** Opening Excerpted records block **
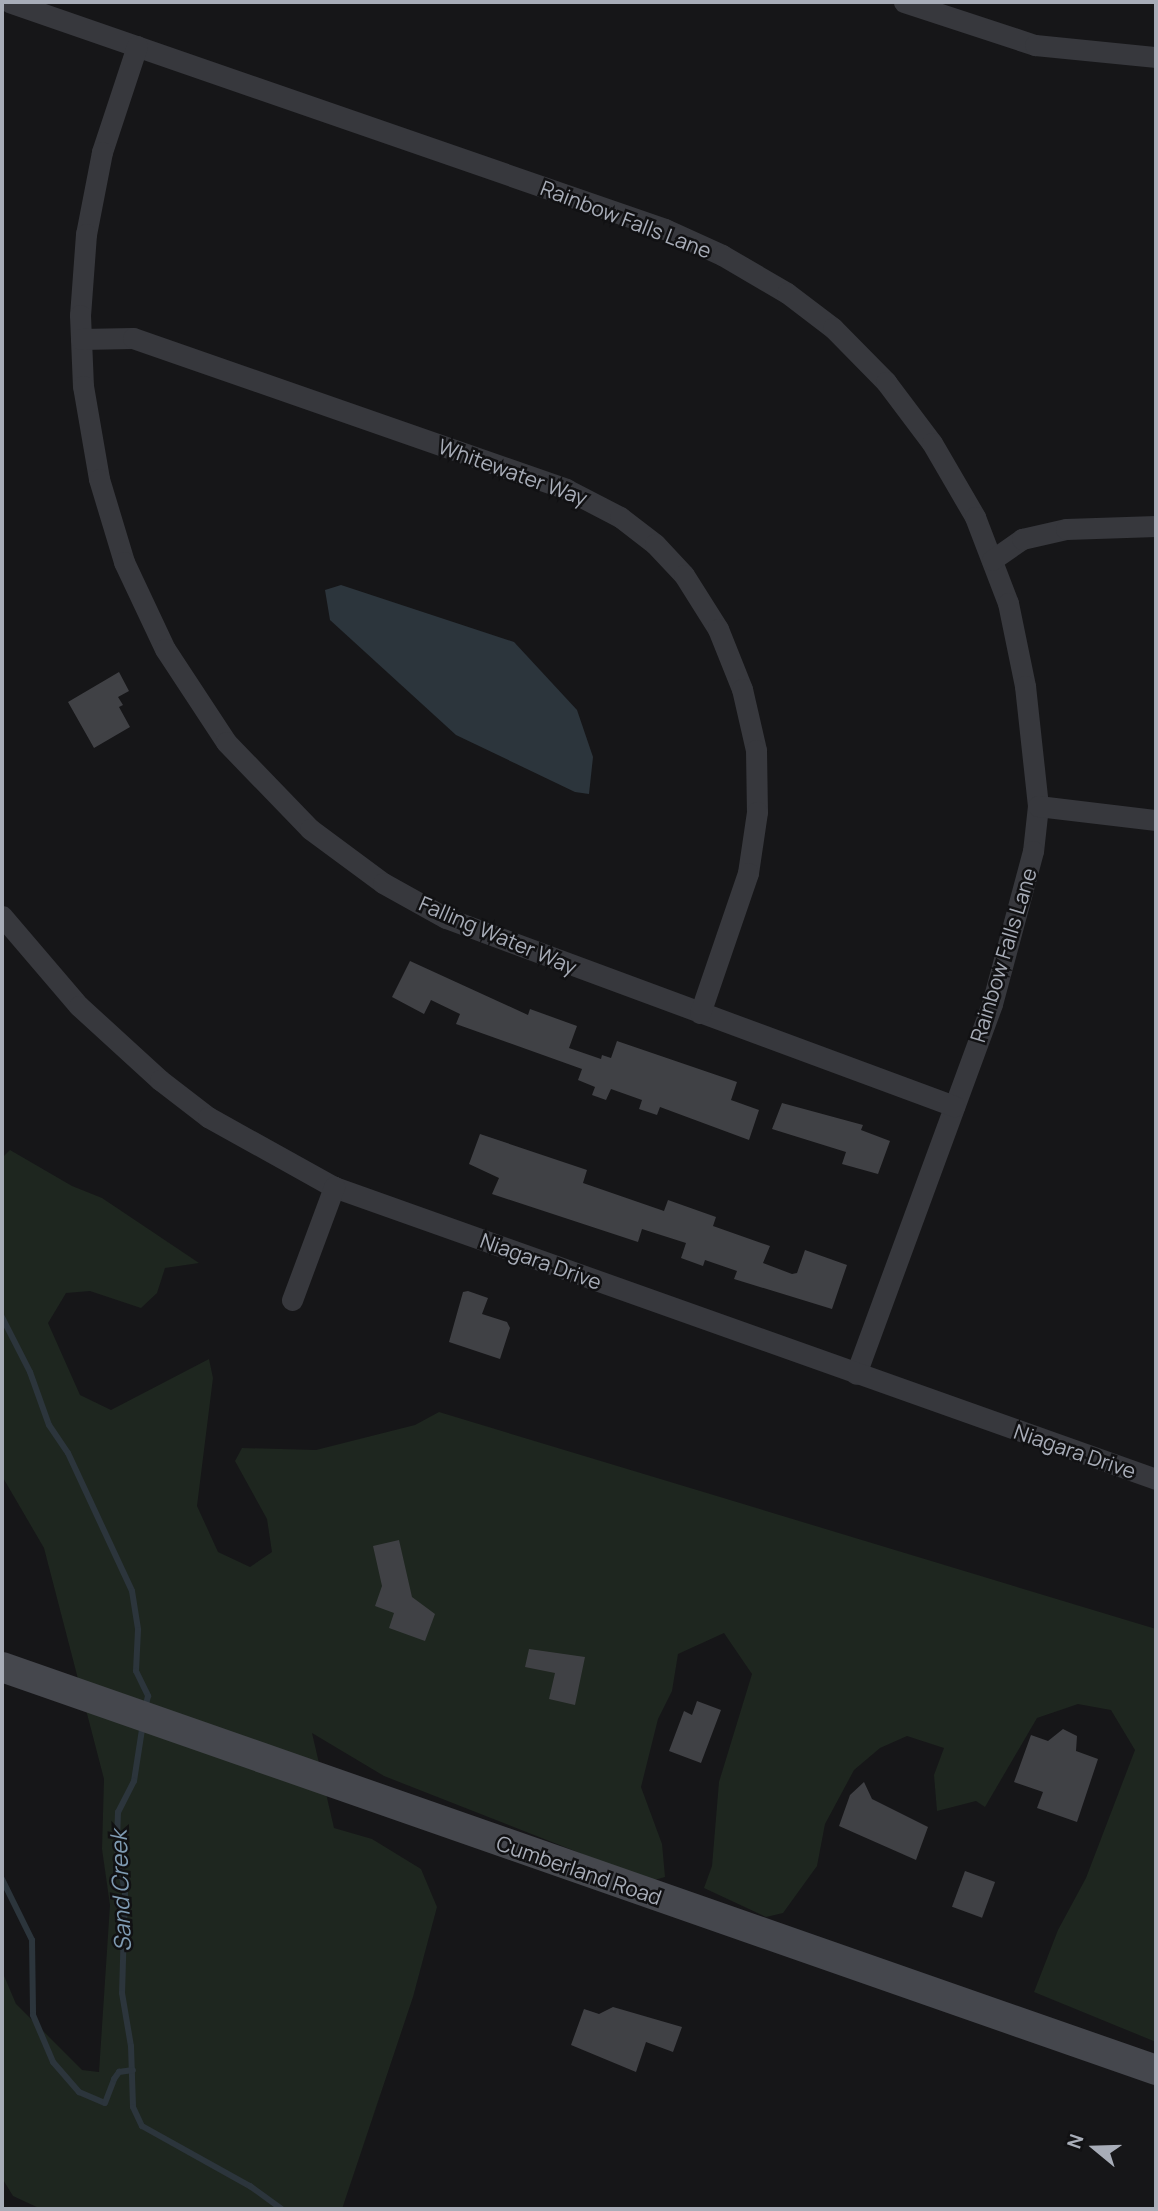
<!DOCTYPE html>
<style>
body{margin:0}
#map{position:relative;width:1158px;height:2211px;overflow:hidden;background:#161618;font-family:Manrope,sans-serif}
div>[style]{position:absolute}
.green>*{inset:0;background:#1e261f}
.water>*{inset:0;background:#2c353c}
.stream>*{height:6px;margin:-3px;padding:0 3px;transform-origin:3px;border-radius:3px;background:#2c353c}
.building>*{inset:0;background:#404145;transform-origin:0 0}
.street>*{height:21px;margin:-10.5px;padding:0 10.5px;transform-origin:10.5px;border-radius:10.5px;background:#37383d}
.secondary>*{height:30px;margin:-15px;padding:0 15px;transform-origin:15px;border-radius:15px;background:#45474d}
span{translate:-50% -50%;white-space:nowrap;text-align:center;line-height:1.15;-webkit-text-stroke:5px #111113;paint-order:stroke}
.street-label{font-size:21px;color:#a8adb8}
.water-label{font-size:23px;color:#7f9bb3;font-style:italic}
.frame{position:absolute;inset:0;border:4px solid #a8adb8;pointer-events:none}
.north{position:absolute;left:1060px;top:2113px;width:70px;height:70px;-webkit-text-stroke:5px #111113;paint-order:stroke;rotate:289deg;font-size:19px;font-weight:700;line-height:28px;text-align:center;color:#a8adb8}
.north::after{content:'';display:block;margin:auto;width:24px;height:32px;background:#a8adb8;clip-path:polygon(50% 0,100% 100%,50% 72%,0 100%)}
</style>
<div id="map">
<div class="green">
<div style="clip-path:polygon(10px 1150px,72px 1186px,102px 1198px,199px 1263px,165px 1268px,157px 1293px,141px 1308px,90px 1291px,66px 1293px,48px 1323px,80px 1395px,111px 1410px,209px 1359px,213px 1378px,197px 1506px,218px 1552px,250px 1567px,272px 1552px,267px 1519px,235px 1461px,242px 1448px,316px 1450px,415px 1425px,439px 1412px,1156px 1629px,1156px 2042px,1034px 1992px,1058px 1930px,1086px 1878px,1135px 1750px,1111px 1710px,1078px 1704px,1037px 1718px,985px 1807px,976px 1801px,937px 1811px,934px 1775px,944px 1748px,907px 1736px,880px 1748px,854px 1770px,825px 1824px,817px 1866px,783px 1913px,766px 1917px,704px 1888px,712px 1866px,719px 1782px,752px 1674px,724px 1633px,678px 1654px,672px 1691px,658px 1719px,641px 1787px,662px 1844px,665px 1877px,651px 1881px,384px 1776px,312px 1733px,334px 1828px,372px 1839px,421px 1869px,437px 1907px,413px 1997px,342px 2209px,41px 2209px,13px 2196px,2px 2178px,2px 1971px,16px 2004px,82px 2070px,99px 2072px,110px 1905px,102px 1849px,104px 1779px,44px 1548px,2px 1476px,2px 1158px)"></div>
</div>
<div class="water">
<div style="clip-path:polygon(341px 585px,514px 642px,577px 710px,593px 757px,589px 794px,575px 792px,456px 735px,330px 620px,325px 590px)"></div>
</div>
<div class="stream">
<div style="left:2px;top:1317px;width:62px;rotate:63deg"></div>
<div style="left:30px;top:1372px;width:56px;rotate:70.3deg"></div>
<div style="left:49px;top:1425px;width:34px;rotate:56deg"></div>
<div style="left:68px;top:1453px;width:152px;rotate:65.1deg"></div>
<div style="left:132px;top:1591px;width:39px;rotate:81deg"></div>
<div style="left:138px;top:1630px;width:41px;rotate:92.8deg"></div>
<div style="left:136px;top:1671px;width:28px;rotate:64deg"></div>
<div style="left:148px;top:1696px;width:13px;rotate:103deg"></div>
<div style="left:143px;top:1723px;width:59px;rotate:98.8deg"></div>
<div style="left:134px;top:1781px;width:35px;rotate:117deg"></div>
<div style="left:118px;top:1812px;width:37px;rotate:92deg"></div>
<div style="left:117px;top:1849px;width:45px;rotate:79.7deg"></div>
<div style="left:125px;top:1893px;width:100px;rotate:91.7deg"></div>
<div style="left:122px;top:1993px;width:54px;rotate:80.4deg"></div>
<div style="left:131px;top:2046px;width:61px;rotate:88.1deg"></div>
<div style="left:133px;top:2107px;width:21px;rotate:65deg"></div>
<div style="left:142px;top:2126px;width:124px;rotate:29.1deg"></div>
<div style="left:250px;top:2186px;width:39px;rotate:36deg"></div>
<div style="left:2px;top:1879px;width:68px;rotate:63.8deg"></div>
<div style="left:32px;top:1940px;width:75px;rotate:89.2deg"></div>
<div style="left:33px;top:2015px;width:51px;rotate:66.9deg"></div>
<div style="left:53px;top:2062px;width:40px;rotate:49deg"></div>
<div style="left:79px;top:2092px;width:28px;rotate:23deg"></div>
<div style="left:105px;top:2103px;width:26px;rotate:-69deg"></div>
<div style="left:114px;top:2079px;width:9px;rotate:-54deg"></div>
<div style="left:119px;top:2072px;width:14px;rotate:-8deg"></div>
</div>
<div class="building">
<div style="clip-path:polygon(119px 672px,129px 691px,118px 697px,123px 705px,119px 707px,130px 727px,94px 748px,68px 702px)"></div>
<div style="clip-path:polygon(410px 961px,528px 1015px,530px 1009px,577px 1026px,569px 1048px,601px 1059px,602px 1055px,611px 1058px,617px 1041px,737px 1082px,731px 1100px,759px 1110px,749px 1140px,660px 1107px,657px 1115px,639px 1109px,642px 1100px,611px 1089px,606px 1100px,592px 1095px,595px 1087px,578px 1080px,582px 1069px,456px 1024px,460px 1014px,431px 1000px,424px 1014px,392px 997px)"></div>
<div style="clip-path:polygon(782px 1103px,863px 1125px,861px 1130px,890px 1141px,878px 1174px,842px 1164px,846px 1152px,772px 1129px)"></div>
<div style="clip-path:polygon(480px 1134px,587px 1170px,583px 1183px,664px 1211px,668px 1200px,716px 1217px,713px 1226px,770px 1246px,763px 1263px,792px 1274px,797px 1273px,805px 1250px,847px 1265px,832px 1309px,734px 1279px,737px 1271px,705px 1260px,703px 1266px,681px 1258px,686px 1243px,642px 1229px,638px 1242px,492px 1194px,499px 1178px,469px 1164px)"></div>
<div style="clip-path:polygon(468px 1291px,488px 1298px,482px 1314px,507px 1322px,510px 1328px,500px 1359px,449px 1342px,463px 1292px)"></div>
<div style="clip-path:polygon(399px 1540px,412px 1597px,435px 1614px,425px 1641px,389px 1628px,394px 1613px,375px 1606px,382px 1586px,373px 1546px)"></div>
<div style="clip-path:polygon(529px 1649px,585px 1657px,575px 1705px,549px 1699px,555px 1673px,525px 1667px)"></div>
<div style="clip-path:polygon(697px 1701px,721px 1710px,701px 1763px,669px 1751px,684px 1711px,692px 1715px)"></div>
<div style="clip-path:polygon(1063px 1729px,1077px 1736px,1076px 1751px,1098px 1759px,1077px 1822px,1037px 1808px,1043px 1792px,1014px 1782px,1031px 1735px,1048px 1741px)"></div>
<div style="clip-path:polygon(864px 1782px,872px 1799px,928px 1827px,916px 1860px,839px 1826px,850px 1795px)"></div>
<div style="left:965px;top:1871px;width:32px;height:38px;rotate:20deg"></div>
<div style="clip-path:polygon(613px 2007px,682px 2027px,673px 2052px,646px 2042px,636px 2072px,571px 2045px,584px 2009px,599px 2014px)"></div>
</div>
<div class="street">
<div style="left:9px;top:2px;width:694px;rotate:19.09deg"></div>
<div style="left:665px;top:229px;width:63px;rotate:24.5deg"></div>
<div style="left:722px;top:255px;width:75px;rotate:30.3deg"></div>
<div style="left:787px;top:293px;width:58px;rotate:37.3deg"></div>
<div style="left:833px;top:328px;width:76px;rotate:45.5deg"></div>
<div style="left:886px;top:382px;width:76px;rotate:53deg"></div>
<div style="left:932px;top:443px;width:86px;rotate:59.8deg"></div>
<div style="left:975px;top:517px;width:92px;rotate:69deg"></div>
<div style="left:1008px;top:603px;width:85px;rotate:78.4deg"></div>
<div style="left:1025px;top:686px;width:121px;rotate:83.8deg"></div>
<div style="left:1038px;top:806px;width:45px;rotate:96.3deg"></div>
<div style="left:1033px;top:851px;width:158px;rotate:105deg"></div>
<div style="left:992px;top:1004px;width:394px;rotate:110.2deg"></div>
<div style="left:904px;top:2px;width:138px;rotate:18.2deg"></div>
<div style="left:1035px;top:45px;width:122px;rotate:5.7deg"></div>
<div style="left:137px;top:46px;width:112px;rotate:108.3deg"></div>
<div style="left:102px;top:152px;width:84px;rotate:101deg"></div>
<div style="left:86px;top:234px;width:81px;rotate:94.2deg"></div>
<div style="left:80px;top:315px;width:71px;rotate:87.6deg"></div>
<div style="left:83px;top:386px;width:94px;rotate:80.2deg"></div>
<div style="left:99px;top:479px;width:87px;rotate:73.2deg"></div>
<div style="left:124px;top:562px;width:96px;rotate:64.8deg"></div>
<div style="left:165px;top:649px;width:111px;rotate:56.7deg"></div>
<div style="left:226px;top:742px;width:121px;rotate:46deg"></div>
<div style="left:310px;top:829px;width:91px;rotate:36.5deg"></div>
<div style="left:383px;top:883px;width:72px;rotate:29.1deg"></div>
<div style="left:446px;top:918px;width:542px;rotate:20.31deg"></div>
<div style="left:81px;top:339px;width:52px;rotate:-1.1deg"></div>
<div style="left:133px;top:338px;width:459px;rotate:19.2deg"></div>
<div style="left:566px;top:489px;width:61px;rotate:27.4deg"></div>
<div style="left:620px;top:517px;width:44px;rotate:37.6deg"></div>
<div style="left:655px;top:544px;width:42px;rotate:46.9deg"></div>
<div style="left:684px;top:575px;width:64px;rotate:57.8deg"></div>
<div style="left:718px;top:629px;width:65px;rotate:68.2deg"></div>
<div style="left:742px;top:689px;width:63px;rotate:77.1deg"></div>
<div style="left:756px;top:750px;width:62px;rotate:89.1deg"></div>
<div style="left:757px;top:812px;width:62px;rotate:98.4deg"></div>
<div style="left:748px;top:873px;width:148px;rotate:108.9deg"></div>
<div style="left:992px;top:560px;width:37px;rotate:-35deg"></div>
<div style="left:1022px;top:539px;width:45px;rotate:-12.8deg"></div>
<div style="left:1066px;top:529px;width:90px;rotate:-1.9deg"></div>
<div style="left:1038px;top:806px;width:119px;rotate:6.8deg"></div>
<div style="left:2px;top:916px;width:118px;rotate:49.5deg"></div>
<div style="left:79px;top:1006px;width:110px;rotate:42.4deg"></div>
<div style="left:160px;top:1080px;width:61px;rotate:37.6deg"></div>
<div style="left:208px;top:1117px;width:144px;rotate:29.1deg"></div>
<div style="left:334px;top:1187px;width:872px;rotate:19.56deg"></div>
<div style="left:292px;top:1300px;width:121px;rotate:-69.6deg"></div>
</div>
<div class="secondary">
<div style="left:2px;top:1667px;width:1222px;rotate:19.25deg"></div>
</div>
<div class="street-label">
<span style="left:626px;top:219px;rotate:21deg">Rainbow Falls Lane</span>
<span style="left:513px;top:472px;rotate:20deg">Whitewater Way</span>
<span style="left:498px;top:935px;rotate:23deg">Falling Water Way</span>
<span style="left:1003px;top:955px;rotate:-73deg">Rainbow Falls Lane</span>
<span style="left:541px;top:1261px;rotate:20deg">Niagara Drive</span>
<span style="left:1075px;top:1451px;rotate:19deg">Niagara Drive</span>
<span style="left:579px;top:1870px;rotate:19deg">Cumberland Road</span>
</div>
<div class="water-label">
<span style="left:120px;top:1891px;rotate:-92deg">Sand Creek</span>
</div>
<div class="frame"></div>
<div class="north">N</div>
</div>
** Closing Excerpted records block **
* Work to complete
Every line containing the word "stream" must be copied from the material above.

* Reply
.stream>*{height:6px;margin:-3px;padding:0 3px;transform-origin:3px;border-radius:3px;background:#2c353c}
<div class="stream">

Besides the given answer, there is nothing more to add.